The average of the best
By printing the façade instead of actually building the lot MVRDV presents a very interesting and creative solution to how to upgrade a local style to the 21st century while keeping the identity of an old village.
The architects started mapping out all of the farms in the area, registering every detail and on this basis calculated an inclusive average of everything from the number of chimneys to the width of the doors.
Gijs Rikken tells: “The building is a community centre with the purpose of creating a social meeting place for all of the residents in Schijndel. By using the average of everything we found that we could create a building that inscribed itself in the area while avoiding emphasizing any particular feature or building over another.”
A glow in the dark
At first the committee was surprised and taken aback by the proposal that mildly put was not what they expected from a ‘local farm’-project, but the design grew on them and today the Glass Farm is highly appreciated by the villagers.
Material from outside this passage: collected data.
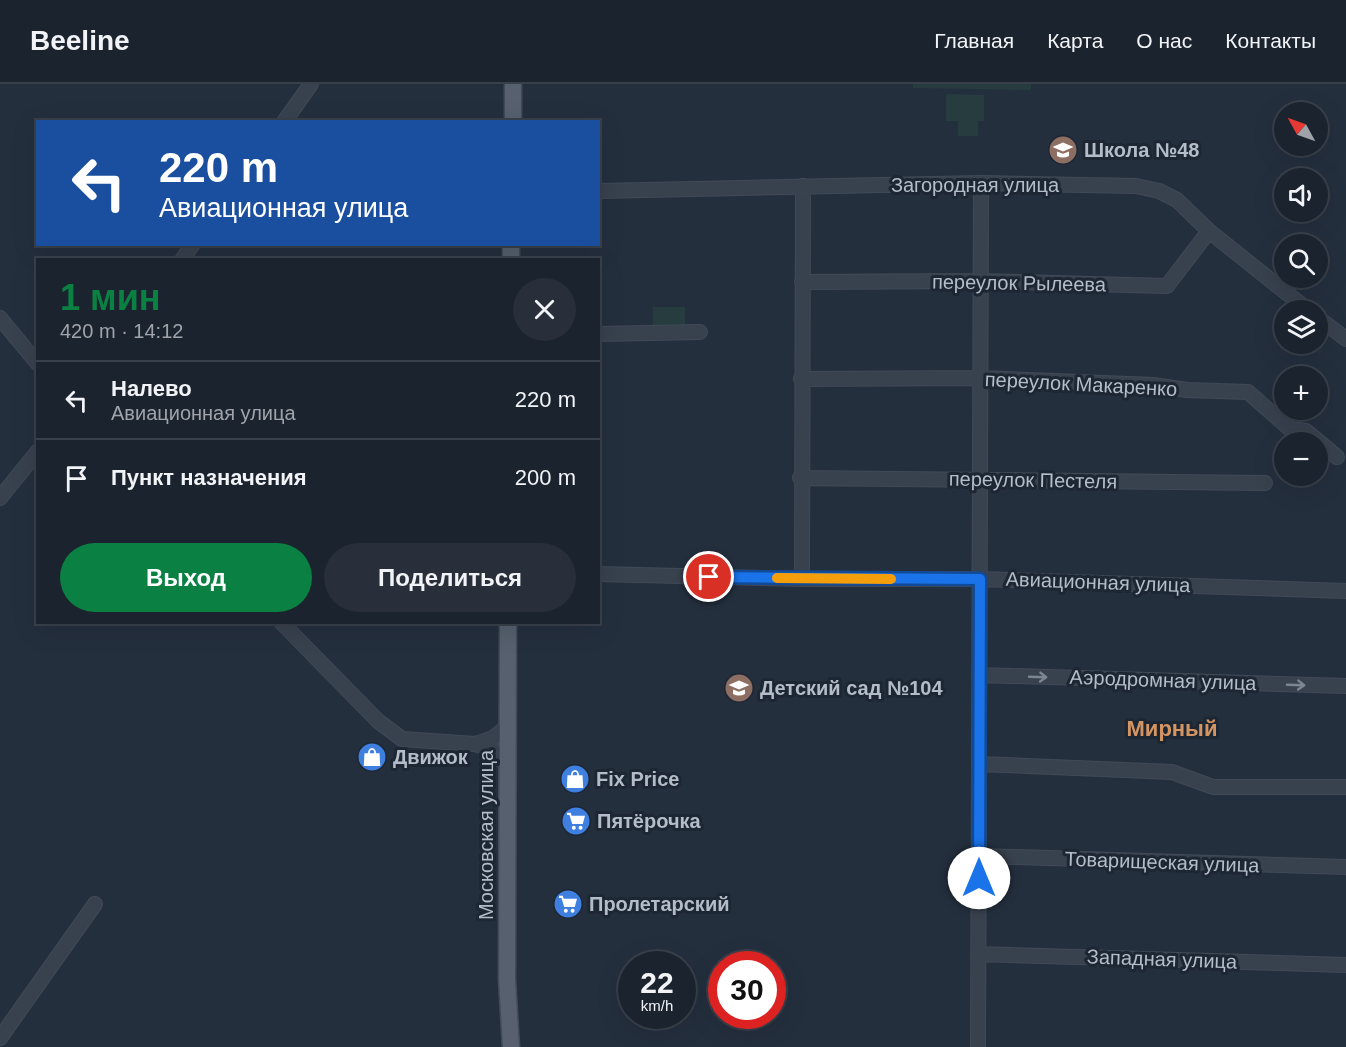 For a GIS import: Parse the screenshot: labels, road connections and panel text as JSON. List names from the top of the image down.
{
  "streets": {
    "main road": ["Московская улица"],
    "street": [
      "Загородная улица",
      "переулок Рылеева",
      "переулок Макаренко",
      "переулок Пестеля",
      "Авиационная улица",
      "Аэродромная улица",
      "Товарищеская улица",
      "Западная улица"
    ]
  },
  "crossings": [
    ["Загородная улица", "переулок Рылеева"]
  ],
  "districts": ["Мирный"],
  "places": {
    "school or university": ["Школа №48", "Детский сад №104"],
    "shop": ["Движок", "Fix Price"],
    "supermarket": ["Пятёрочка", "Пролетарский"]
  },
  "north": "top left",
  "page": {
    "header": "Beeline",
    "nav": [
      "Главная",
      "Карта",
      "О нас",
      "Контакты"
    ],
    "map_buttons": ["+", "−"],
    "turn": ["220 m", "Авиационная улица"],
    "heading": ["1 мин", "420 m · 14:12"],
    "list": [
      {
        "name": "Налево",
        "note": "Авиационная улица",
        "value": "220 m"
      },
      {
        "name": "Пункт назначения",
        "value": "200 m"
      }
    ],
    "buttons": ["Выход", "Поделиться"],
    "speed": "22 km/h",
    "limit": "30"
  }
}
But the print has more to it than just mimicking the local style. The printed elements is a 1.6 times enlargement of the average measures, adding a playful and humorous tone to the building.
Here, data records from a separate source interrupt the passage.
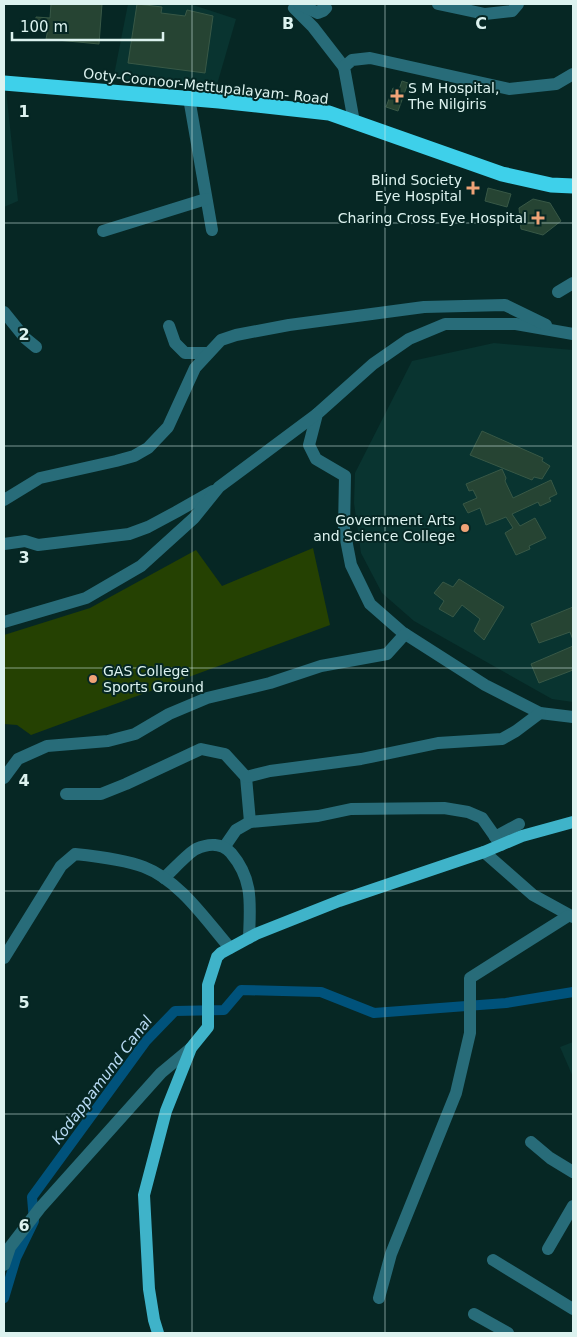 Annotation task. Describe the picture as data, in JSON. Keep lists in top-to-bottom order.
{
  "streets": {
    "highway": ["Ooty-Coonoor-Mettupalayam- Road"]
  },
  "water": ["Kodappamund Canal"],
  "places": {
    "health": ["S M Hospital, The Nilgiris", "Blind Society Eye Hospital", "Charing Cross Eye Hospital"],
    "other": ["Government Arts and Science College", "GAS College Sports Ground"]
  },
  "scale_bar": "100 m",
  "grid": {
    "columns": ["B", "C"],
    "rows": [
      "1",
      "2",
      "3",
      "4",
      "5",
      "6"
    ]
  }
}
At night the more or less translucent façade glows in the dark lightening the town square, creating a welcoming and safe feel to the village centre.
Glass on the outside, steel on the inside
Having a full glass exterior shell meant that the design of the steel structure carrying the glass façade and roof, had to be extremely accurate.
“The structure of the building consists of concrete elements, while just the outer shell supporting the glass façade is steel. Steel is not as rigid as you could think, so we had to make a lot of adjustments to make all the elements come together correctly,” Gijs Rikken tells.
And you must say, that MVRDV has adjusted a lot of elements, not just the prefabricated ones, but every element of the building very intelligently meeting the needs of a village in growth. The building is a brave and yet refined and subdued take on a modern city centre in an old village.